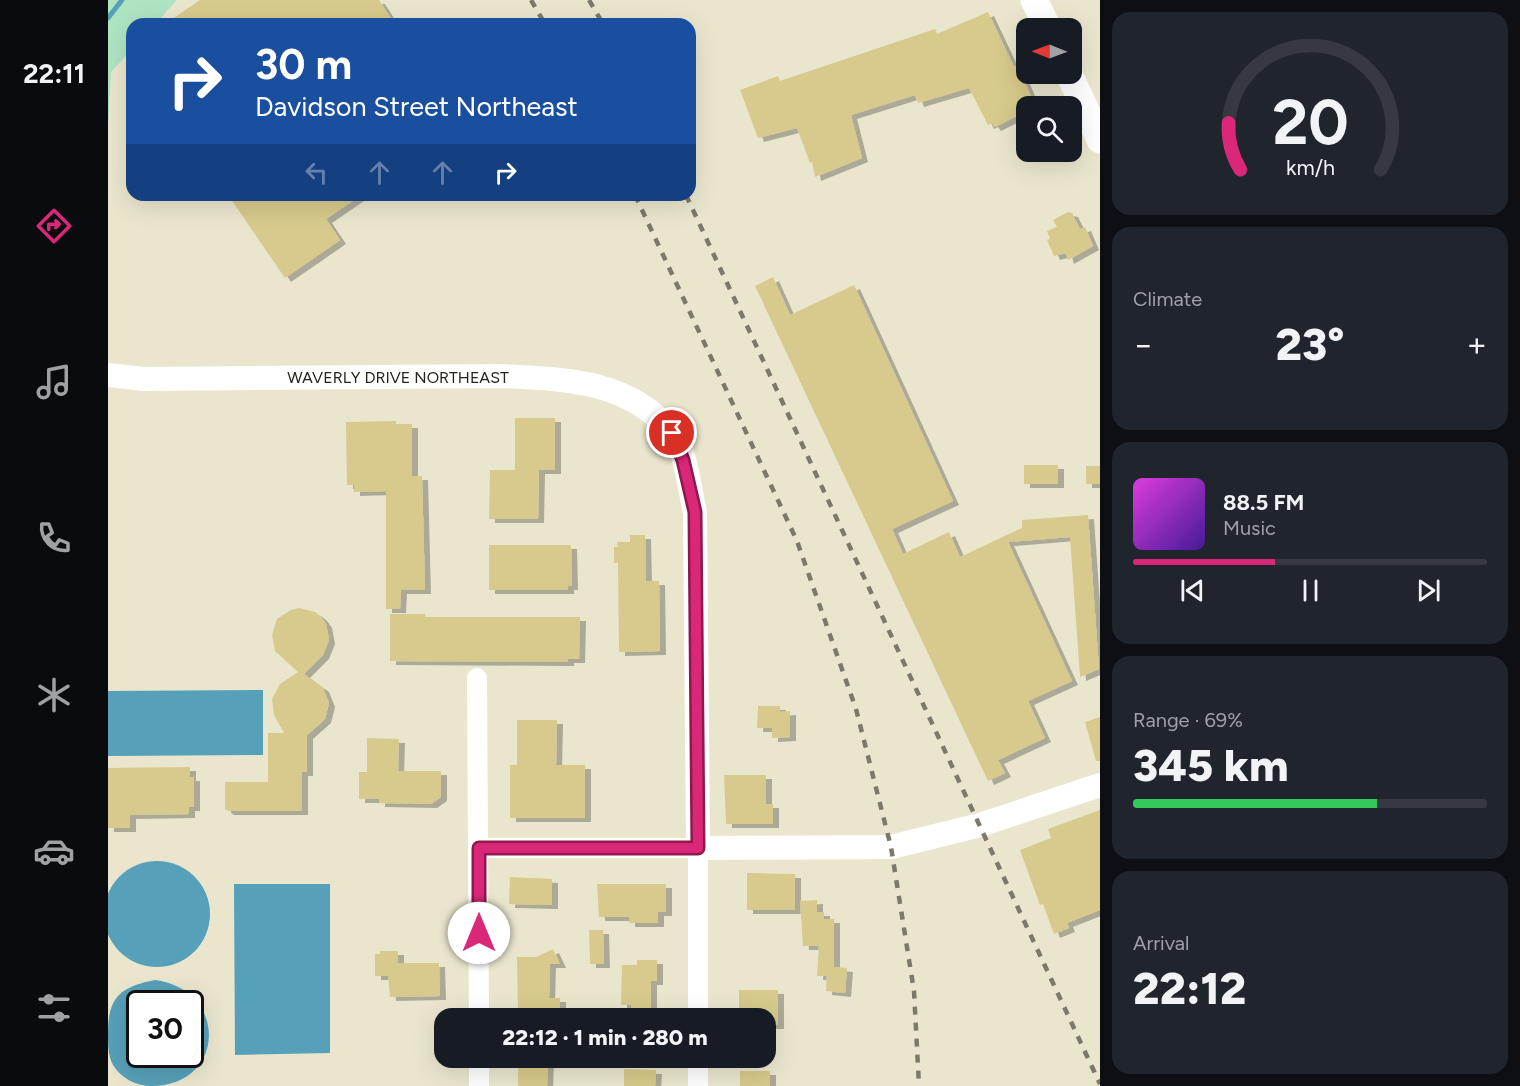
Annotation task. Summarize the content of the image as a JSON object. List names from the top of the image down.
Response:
{
  "streets": {
    "street": ["WAVERLY DRIVE NORTHEAST"]
  },
  "north": "left",
  "page": {
    "tabs": "22:11",
    "turn": ["30 m", "Davidson Street Northeast"],
    "tile": [
      "Climate",
      ["Range · 69%", "345 km"],
      ["Arrival", "22:12"]
    ],
    "heat": ["−", "23°", "+"],
    "song": ["88.5 FM", "Music"],
    "limit": "30",
    "trip": "22:12 · 1 min · 280 m",
    "gauge": ["20", "km/h"]
  }
}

Exercise directions =
Pictures are not part of the copy. Restate everything else in the listing word for word.

Solved exercise =
Annotation task. Summarize the content of the image as a JSON object. List names from the top of the image down.
Response:
{
  "streets": {
    "street": ["WAVERLY DRIVE NORTHEAST"]
  },
  "north": "left",
  "page": {
    "tabs": "22:11",
    "turn": ["30 m", "Davidson Street Northeast"],
    "tile": [
      "Climate",
      ["Range · 69%", "345 km"],
      ["Arrival", "22:12"]
    ],
    "heat": ["−", "23°", "+"],
    "song": ["88.5 FM", "Music"],
    "limit": "30",
    "trip": "22:12 · 1 min · 280 m",
    "gauge": ["20", "km/h"]
  }
}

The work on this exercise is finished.